Çok şükür hastalar iyileşmiş.:) Tekrar geçmiş olsun. Güzel bir gün de geçirilmiş. Sonraki günlerin daha güzel olsun.:)
Hafiye olacaksan.. haberim olsun. Ortak olabilirim.:)))
Halaya cok sevindim:)) Oğlana da..ooh bugün hep güzel haberler var her yerde..
oh oh ne güzel hastalar iyileşmiş, bebekler doğmuş, e hava desen zaten güzelleşmiş:)
sıcaklar iyice bastırmadan Büyükada'ya kaçmayı planlıyorum ben de:)
Hmm İstanbul'da gidilecek yerler konusunu senden daha detaylı almalı:)Halana çok sevindim...Şahane günler yaşansın yaz geldi:)))
Hem halana hem de oğluna çok sevindim.. Sağlık gibisi yok...Geçmiş olsun diyor, enkısa zamanda tanışırız diye umuyorum :)))
Şebnemciğim, teşekkür ederim, evet sen haklı çıktın , nitekim sen de bugüne bugün bir Karadenizli gelini sayılırsın ;) Bozcaadaya biz yalnız gidelim, olamaz mı?
Bakaya, evet gerçekten de öyle, çok teşekkür ederim.
İncegülcüğüm, ortaklık neden olmasın? Çok teşekkürler.
Tanya, evet bir de sizin periler katıldı bebiş listesine, oh ne ala.
Püstüklü, evet ya, ne güzeldir şimdi oraları.
Sibelciğim, İstanbul hakkında çok bilgim yok ama elimden geldiğince araştırıyorum, ben daha çok şehir dışına kaçmayı sevenlerdenim, Bunu araıyorsan doğru adrestesin, yoksa ben de Şebnem'e danışıyorum, biliyorsun o iyi gezer.
Verda, teşekkürler, konuştuğumuza çok sevindim, şu cts yapacağınız buluşmaya tatil dönüşünde ben de katılmak isterim. Size iyi eğlenceler, bol kahkahalar...
Hala'nın iyi olmasına çok sevindim içimden bir ses bir şey çıkmaz diyordu.
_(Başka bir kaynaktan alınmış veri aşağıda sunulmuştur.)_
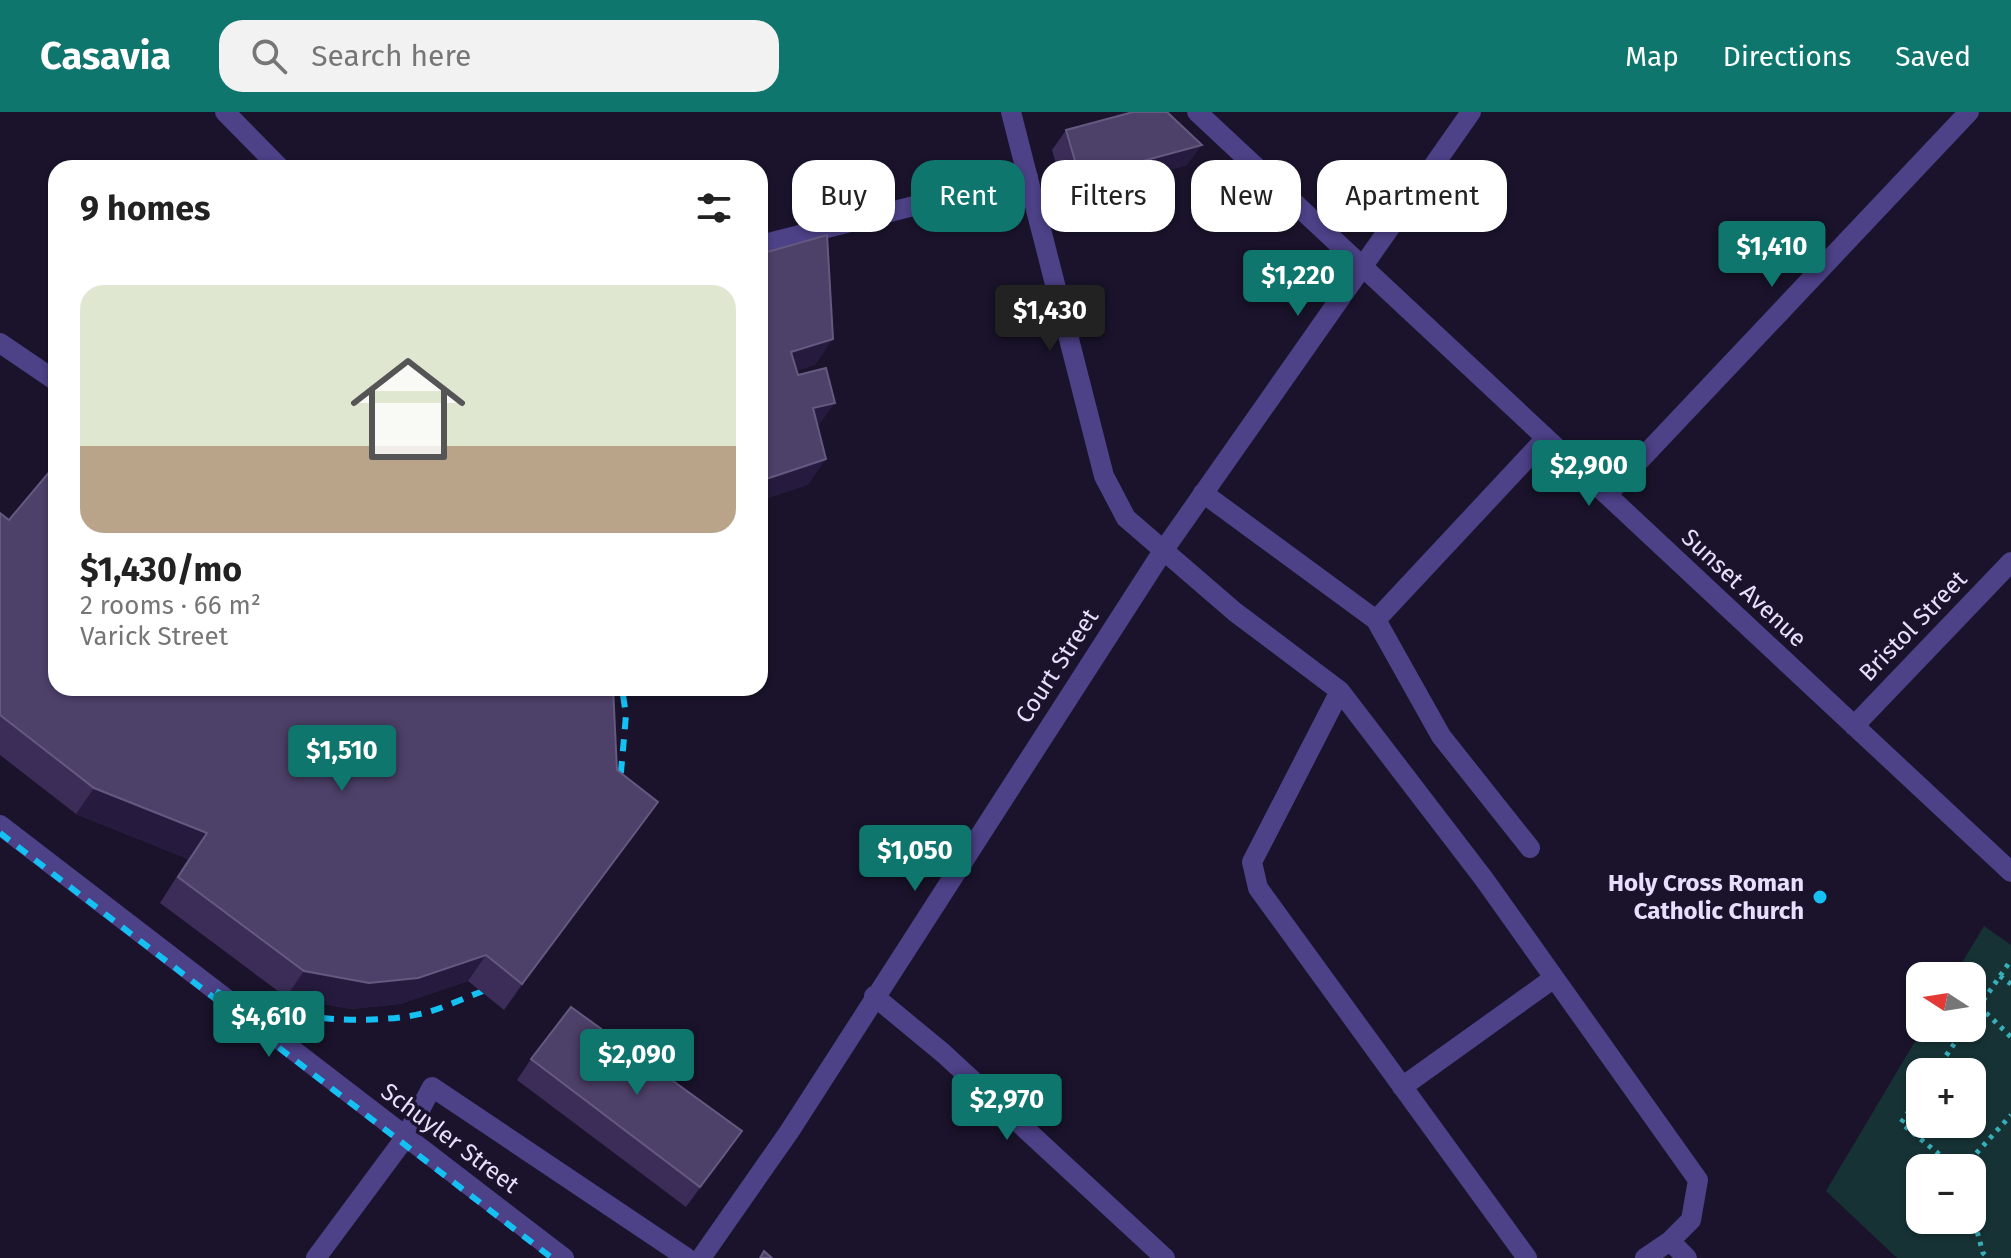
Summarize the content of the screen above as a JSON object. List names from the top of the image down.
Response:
{
  "streets": {
    "street": [
      "Sunset Avenue",
      "Bristol Street",
      "Court Street",
      "Schuyler Street"
    ]
  },
  "crossings": [
    ["Sunset Avenue", "Bristol Street"],
    ["Sunset Avenue", "Court Street"]
  ],
  "places": ["Holy Cross Roman Catholic Church"],
  "north": "left",
  "page": {
    "header": "Casavia",
    "search": "Search here",
    "nav": ["Map", "Directions", "Saved"],
    "chip": [
      "Buy",
      "Rent",
      "Filters",
      "New",
      "Apartment"
    ],
    "heading": "9 homes",
    "price": [
      "$1,410",
      "$1,220",
      "$1,430",
      "$2,900",
      "$1,510",
      "$1,050",
      "$4,610",
      "$2,090",
      "$2,970"
    ],
    "list": [
      {
        "name": "$1,430/mo",
        "note": "2 rooms · 66 m² · Varick Street"
      }
    ],
    "map_buttons": ["+", "−"]
  }
}
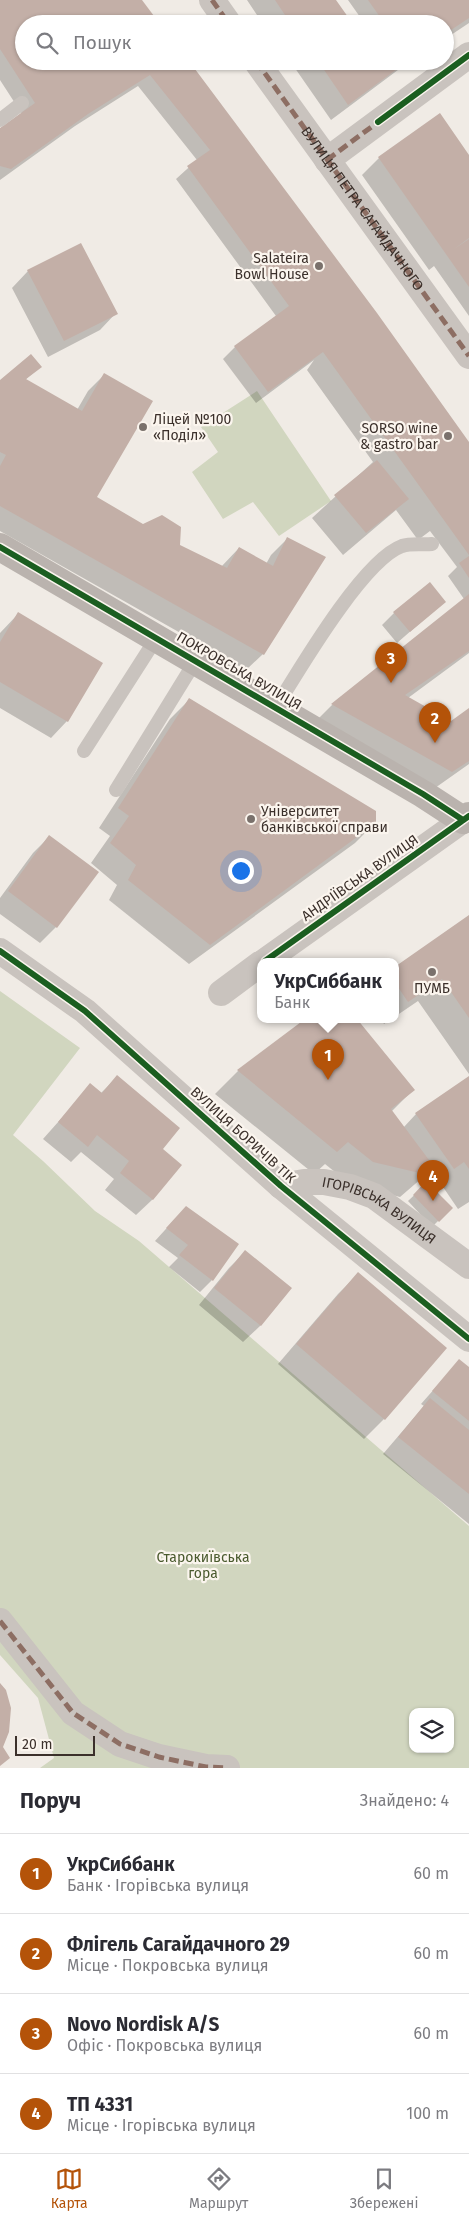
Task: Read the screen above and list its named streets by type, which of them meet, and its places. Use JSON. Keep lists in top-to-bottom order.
{
  "streets": {
    "street": [
      "ВУЛИЦЯ ПЕТРА САГАЙДАЧНОГО",
      "ПОКРОВСЬКА ВУЛИЦЯ",
      "АНДРІЇВСЬКА ВУЛИЦЯ",
      "ВУЛИЦЯ БОРИЧІВ ТІК",
      "ІГОРІВСЬКА ВУЛИЦЯ"
    ]
  },
  "crossings": [
    ["ПОКРОВСЬКА ВУЛИЦЯ", "АНДРІЇВСЬКА ВУЛИЦЯ"],
    ["ВУЛИЦЯ БОРИЧІВ ТІК", "ІГОРІВСЬКА ВУЛИЦЯ"]
  ],
  "parks": ["Старокиївська гора"],
  "places": [
    "Salateira Bowl House",
    "Ліцей №100 «Поділ»",
    "SORSO wine & gastro bar",
    "Університет банківської справи",
    "ПУМБ"
  ],
  "scale_bar": "20 m",
  "page": {
    "search": "Пошук",
    "pins": [
      "3",
      "2",
      "1",
      "4"
    ],
    "popup": ["УкрСиббанк", "Банк"],
    "scale": "20 m",
    "heading": ["Поруч", "Знайдено: 4"],
    "list": [
      {
        "mark": "1",
        "name": "УкрСиббанк",
        "note": "Банк · Ігорівська вулиця",
        "value": "60 m"
      },
      {
        "mark": "2",
        "name": "Флігель Сагайдачного 29",
        "note": "Місце · Покровська вулиця",
        "value": "60 m"
      },
      {
        "mark": "3",
        "name": "Novo Nordisk A/S",
        "note": "Офіс · Покровська вулиця",
        "value": "60 m"
      },
      {
        "mark": "4",
        "name": "ТП 4331",
        "note": "Місце · Ігорівська вулиця",
        "value": "100 m"
      }
    ],
    "nav": ["Карта", "Маршрут", "Збережені"]
  }
}
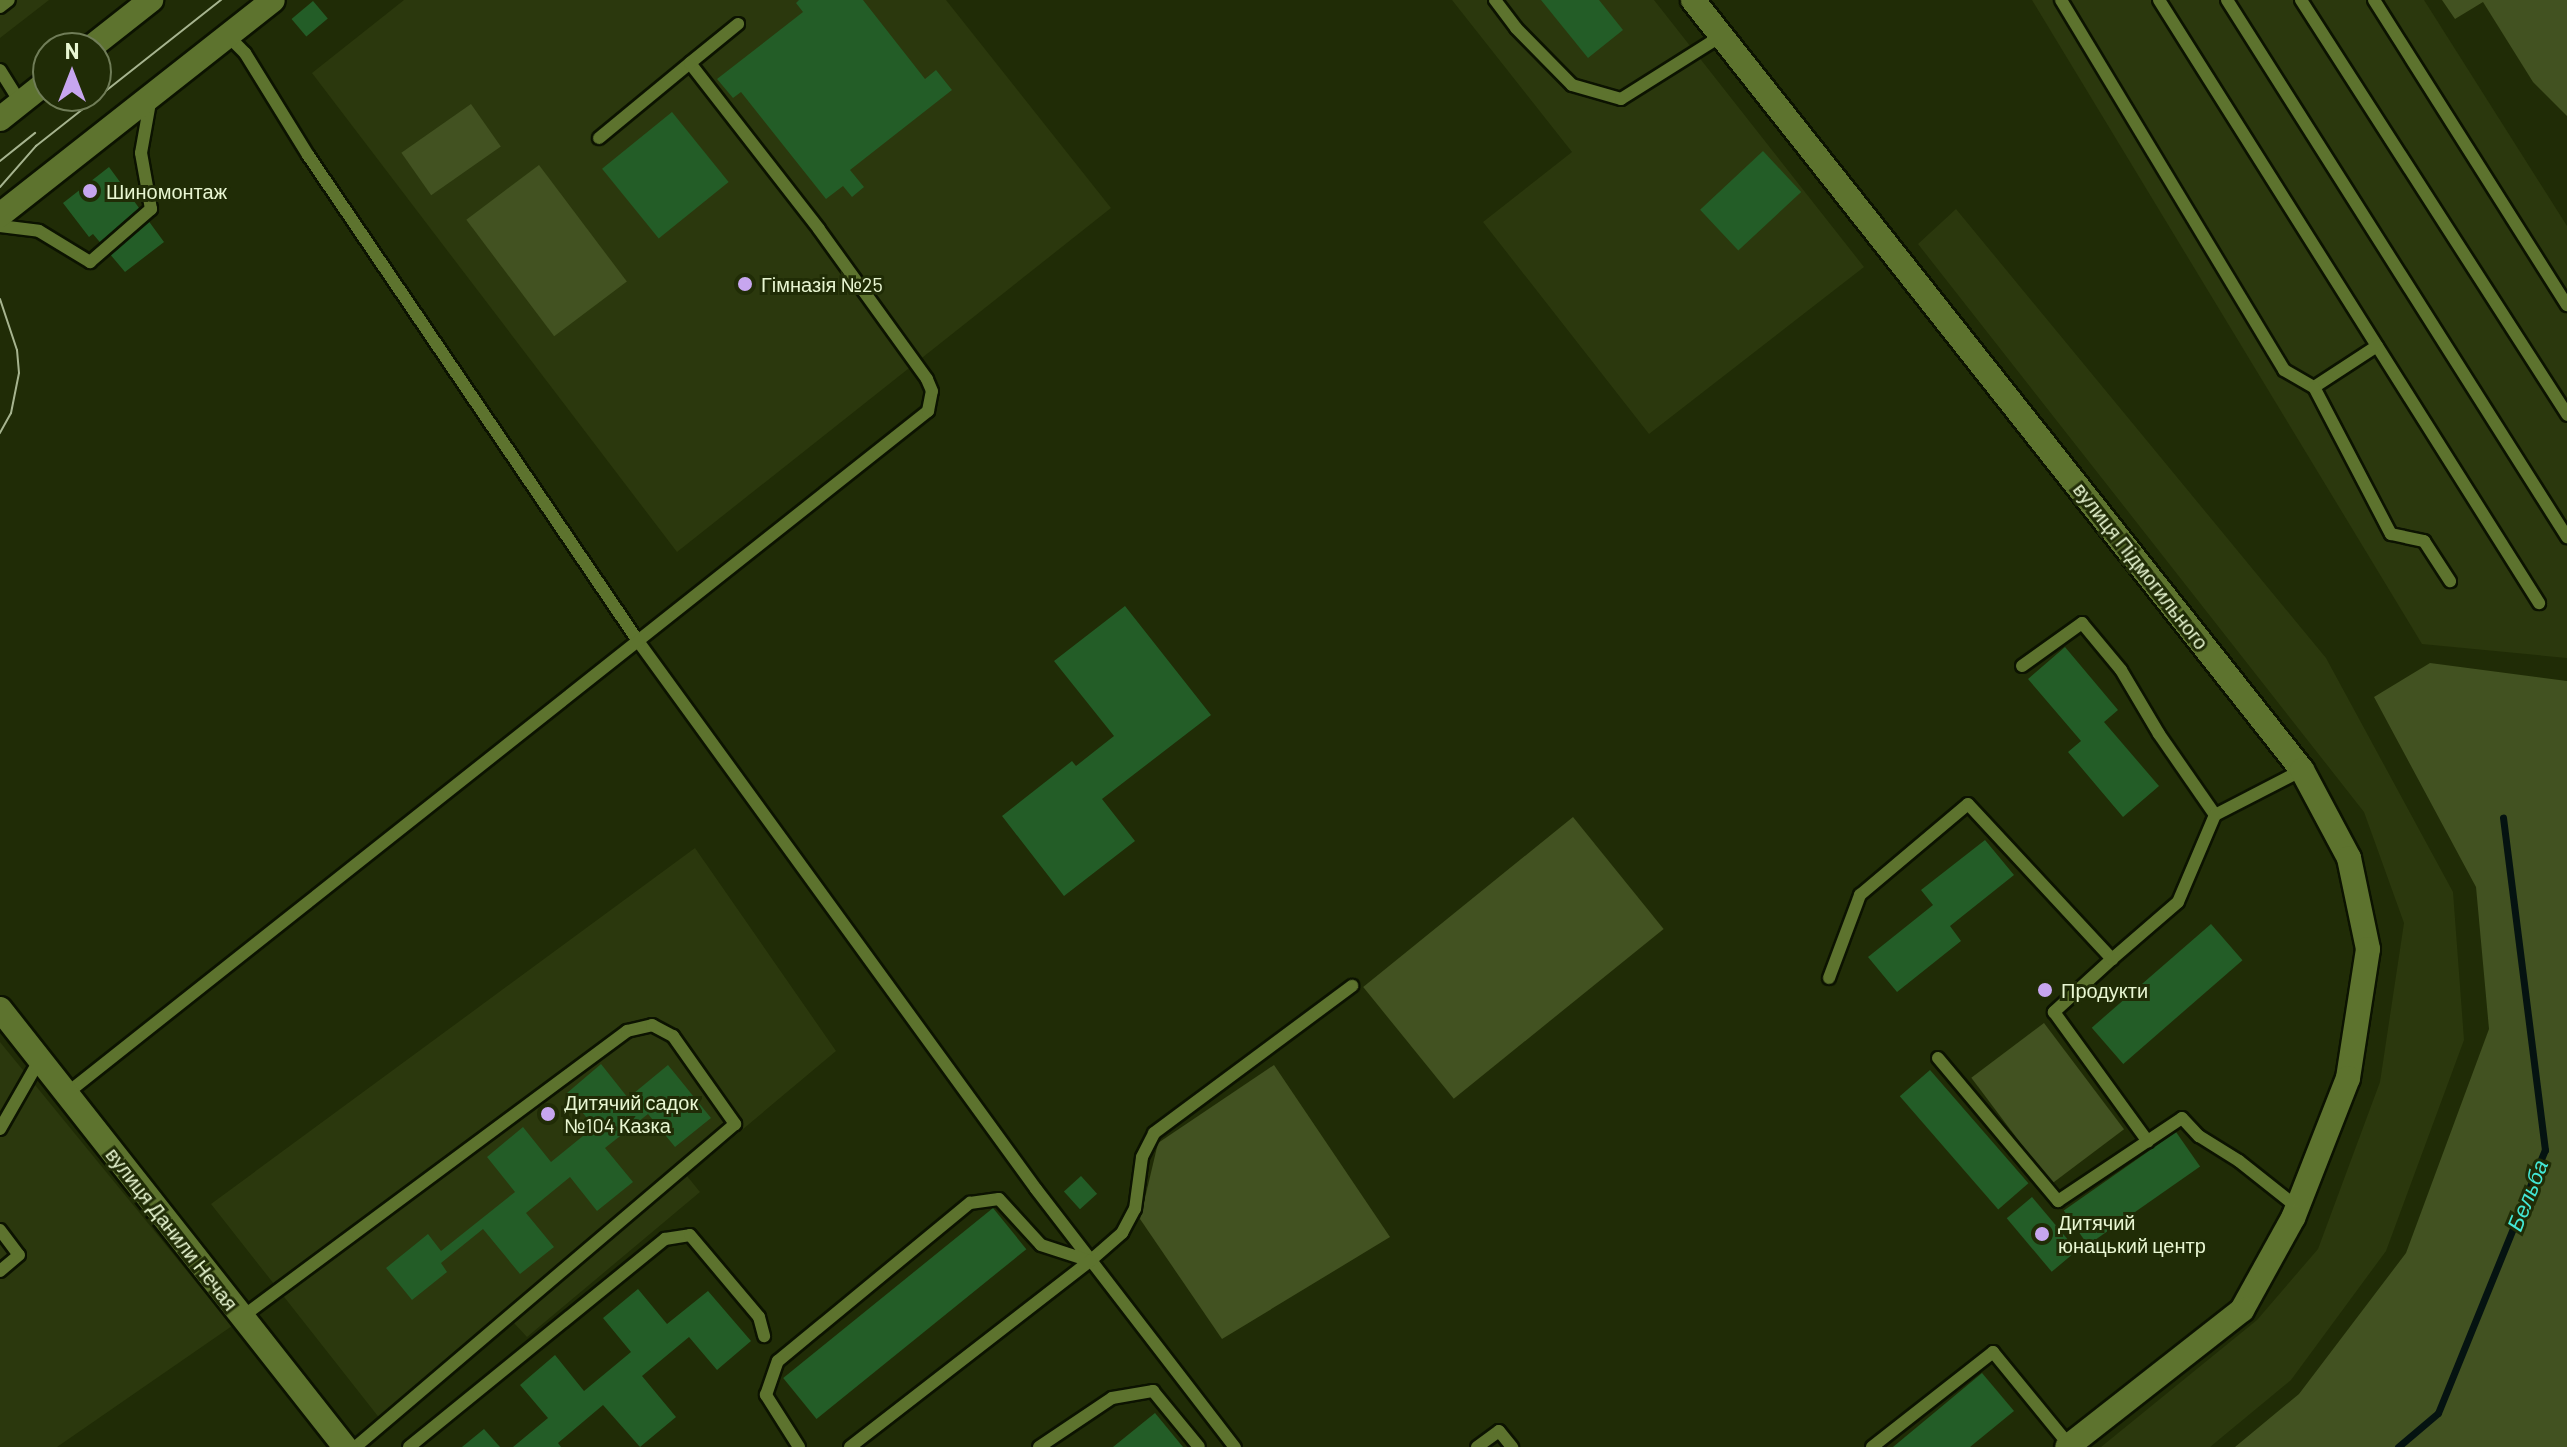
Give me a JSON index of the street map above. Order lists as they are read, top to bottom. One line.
{"streets":{"street":["вулиця Підмогильного","вулиця Данили Нечая"]},"water":["Бельба"],"places":["Шиномонтаж","Гімназія №25","Продукти","Дитячий садок №104 Казка","Дитячий юнацький центр"],"north":"top"}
Oğlunda iyi olmuş artık sen de daha iyisindir. Güzel haberler almak ne güzel.
Mücevher kutusu, evet ben de kendimi hafiflemiş hissediyorum doğrusu, Allah kimseye hastalık vermesin, diğer problemler halloluyor :)
Öyle güzel anlatmışsınız ki gezdiğiniz yerleri okumayı yarım bırakıp kalkıp gidesim geldi valla.Sizi Şebnem de gördüm geldim çok sevdim bana da beklerim sevgilerle....
Çook geçmiş olsun Aslı. Fotoğraflar çok güzel. Oğluş çok tatlı ve afacan duruyor:) Fırsat buldukça bir yerlere kaçmak lazım aslında. Ben de çok istiyorum:)
İyi tatiller:)
SEVDİKLERİNİN İYİ OLMASI YAZILARINA BİLE YANSIMIŞ NE GÜZEL ..GEZ EĞLEN CANIM HAKKIN
Aslı,
Bana yazdığın yoruma cevap olarak da yazdım, oğluşa çok geçmiş olsun. Nazlış'a alerji ilaçları verdi doktor, bir yere kadar işe yaradı ama asıl İstanbul dışına çıkmak yaradı kızıma. Eve geldik, dakika bir gol bir, ateşi çıktı kuzumun. BU arada bu Karadeniz kıyısında gittiğiniz yeri çok merak ettim, biz de Uzunya diye bir yere gidiyorduk gecen sene, oraya benzettim. Hatta tekrar gitsek oraya ne güzel olur dedim
Elçin, ben de seni ebnem'deki yorumlarında görüp uğruyordum zaten, beğendiğine sevindim :)
Sebla,teşekkür ederim, şimdiden piknik havası yerini sıcaklara bıraktı. Son demlerini kaçırmamak lazım.
Civciv, ne de güzel yazmışsın, teşekkür ederim.
Nihan,biz de iki hafta sonra tatile çıkıyoruz, eğer o kadar gözle görülür bir değişiklik olursa, daimi kaçarım şehir dışına :) Bizimki de pazar sabaha karşı ateşlendi, şimdi biraz daha iyi gibi.